Gary has welcomed the Diploma in MPD as a positive move for the sector, which will produce youngsters with skills suited to employers’ needs. He said: “Students leaving school aren’t well prepared for the real world. That’s no reflection on the standards of teaching, but teachers haven’t had the right material. The Diploma in MPD has allowed them to present a course that is tailored to the employer’s point of view.”
Gary began his career as a toolmaker, before working for blue-chip companies such as Airbus, JCB and McDonald Douglas. He founded C2M, or ‘Concept to Manufacture’, in 2004, which specialises in turning clients’ ideas into novel and imaginative products. The company has helped approximately 180 other firms take their ideas through to manufacture and stipulates that its clients’ products must be made in the UK.

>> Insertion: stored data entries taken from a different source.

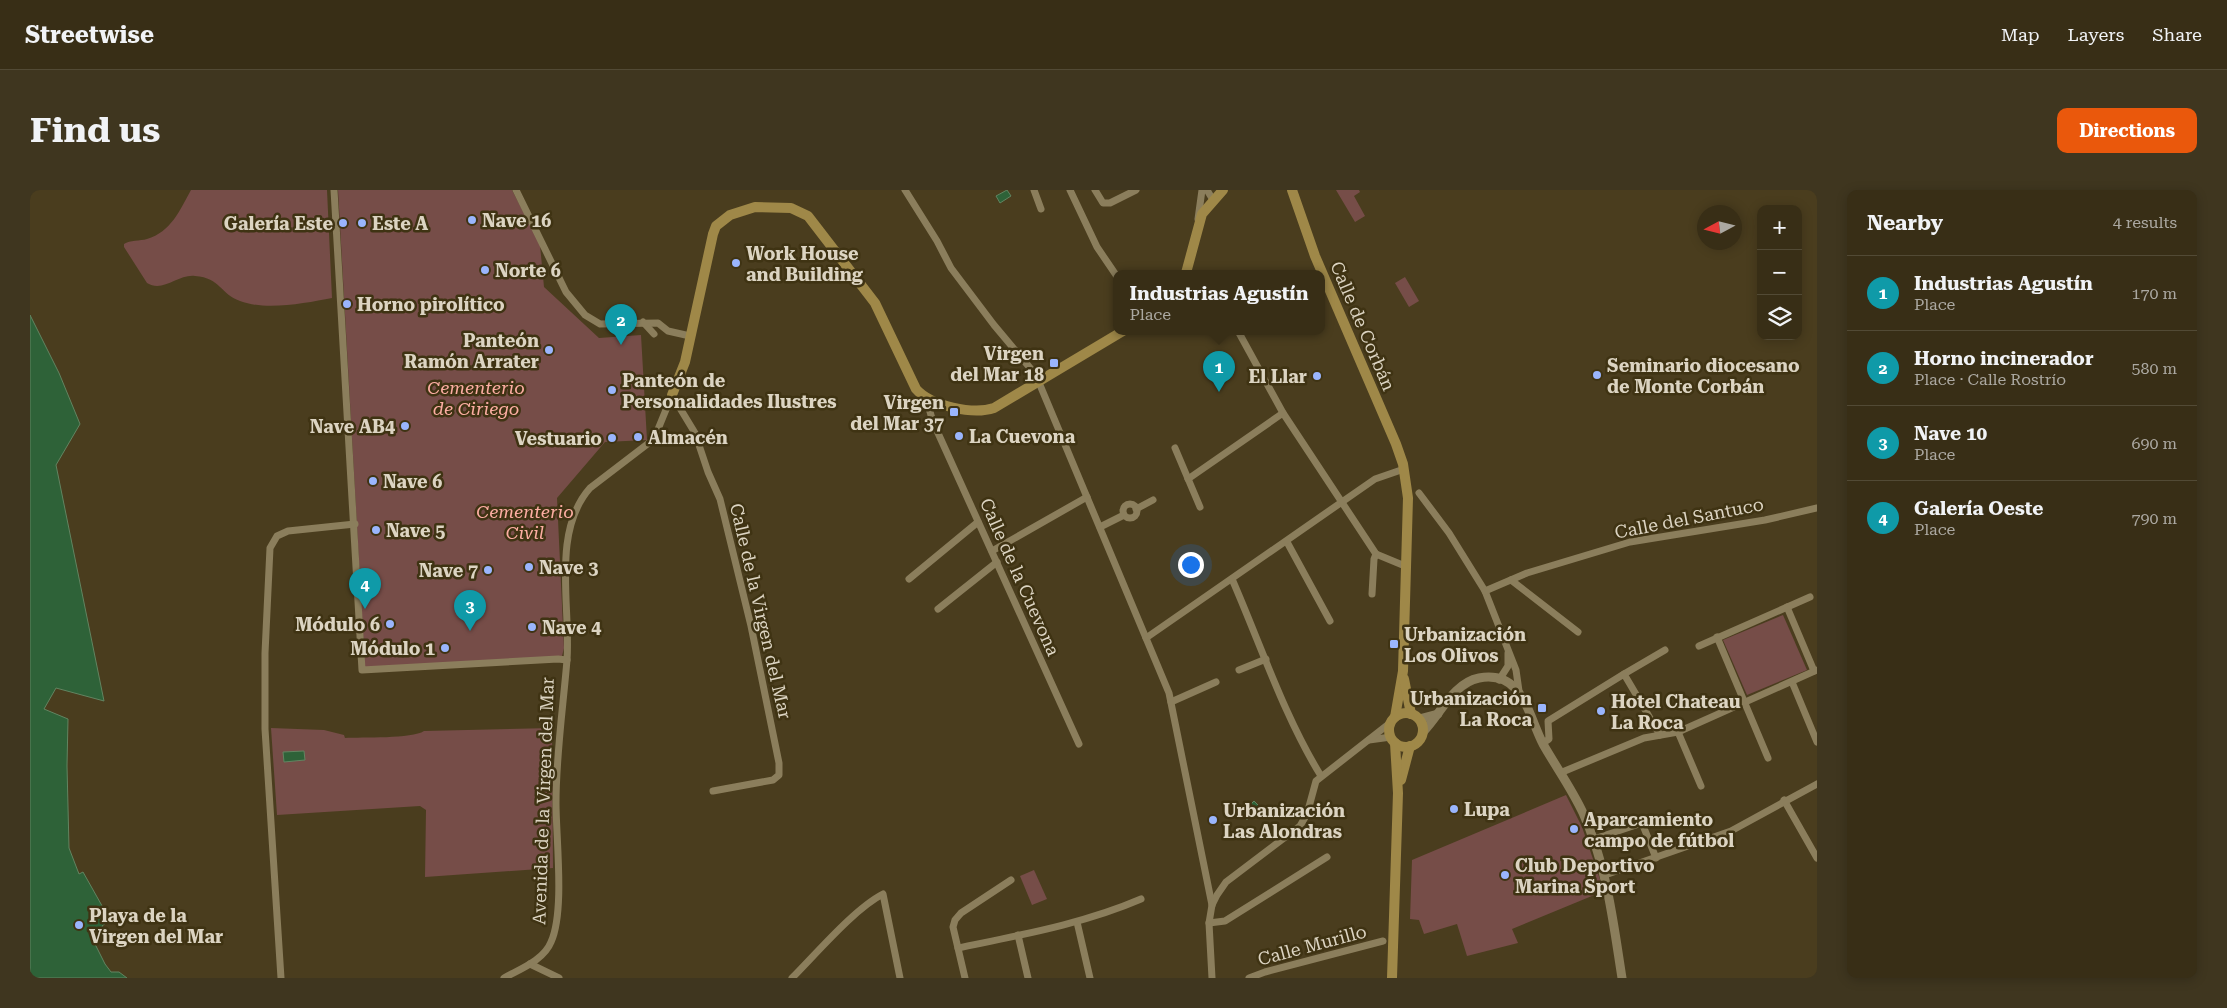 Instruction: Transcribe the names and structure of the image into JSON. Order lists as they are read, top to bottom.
{
  "streets": {
    "main road": ["Calle de Corbán", "Avenida de la Virgen del Mar"],
    "street": [
      "Calle del Santuco",
      "Calle de la Cuevona",
      "Calle de la Virgen del Mar",
      "Calle Murillo"
    ]
  },
  "crossings": [
    ["Calle de la Cuevona", "Avenida de la Virgen del Mar"],
    ["Calle de la Virgen del Mar", "Avenida de la Virgen del Mar"]
  ],
  "parks": ["Cementerio de Ciriego", "Cementerio Civil"],
  "places": {
    "other": [
      "Nave 16",
      "Galería Este",
      "Este A",
      "Work House and Building",
      "Norte 6",
      "Horno pirolítico",
      "Panteón Ramón Arrater",
      "Seminario diocesano de Monte Corbán",
      "El Llar",
      "Panteón de Personalidades Ilustres",
      "Nave AB4",
      "La Cuevona",
      "Almacén",
      "Vestuario",
      "Nave 6",
      "Nave 5",
      "Nave 3",
      "Nave 7",
      "Módulo 6",
      "Nave 4",
      "Módulo 1",
      "Hotel Chateau La Roca",
      "Lupa",
      "Urbanización Las Alondras",
      "Aparcamiento campo de fútbol",
      "Club Deportivo Marina Sport",
      "Playa de la Virgen del Mar"
    ],
    "transit": [
      "Virgen del Mar 18",
      "Virgen del Mar 37",
      "Urbanización Los Olivos",
      "Urbanización La Roca"
    ]
  },
  "north": "left",
  "page": {
    "header": "Streetwise",
    "nav": ["Map", "Layers", "Share"],
    "buttons": "Directions",
    "title": "Find us",
    "heading": ["Nearby", "4 results"],
    "map_buttons": ["+", "−"],
    "list": [
      {
        "mark": "1",
        "name": "Industrias Agustín",
        "note": "Place",
        "value": "170 m"
      },
      {
        "mark": "2",
        "name": "Horno incinerador",
        "note": "Place · Calle Rostrío",
        "value": "580 m"
      },
      {
        "mark": "3",
        "name": "Nave 10",
        "note": "Place",
        "value": "690 m"
      },
      {
        "mark": "4",
        "name": "Galería Oeste",
        "note": "Place",
        "value": "790 m"
      }
    ],
    "popup": ["Industrias Agustín", "Place"],
    "pins": [
      "2",
      "1",
      "4",
      "3"
    ]
  }
}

The introduction of the Diploma for MPD is a welcome step for youngsters, Gary said, which will tailor their skills to develop their personal goals and ambitions. He said: “I came from a pit village in County Durham. My family were in the mines and my brothers became engineers. Kids were taught in a much stricter manner back then, but there wasn’t the understanding of what the kids wanted to do as there is now with this Diploma.”
Gary visits two or three schools a month to keep in touch with how youngsters are doing with the Diploma in MPD. He said: “Unless you get into schools, you won’t understand what they need. The Chief Executive who just turns up at a launch party to say how well his team has done doesn’t wash with me.”
He took the opportunity at the event at the Pallion Centre to talk to students about Intellectual Property and its role in product development. “I know several companies that have had their fingers burned, where six months down the line they found out that someone else had a similar idea to their own.”
The Pallion Centre draws from 17 schools in Sunderland to provide 14 to 19 year olds with a learning centre for the Diploma in MPD. David Holyoak is Technology Development Manager at Monkwearmouth School and seconded to Sunderland Futures as Head of Department for the Diploma in MPD, and welcomed Gary’s visit to the Pallion Centre. He said: “We are trying to bring learning to life and making the Diploma in MPD real for the students. The Diploma is different because of employer engagement. The students on this course are excellent prospects and employers and higher education institutions should be falling over each other to have them. They are a joy to teach.”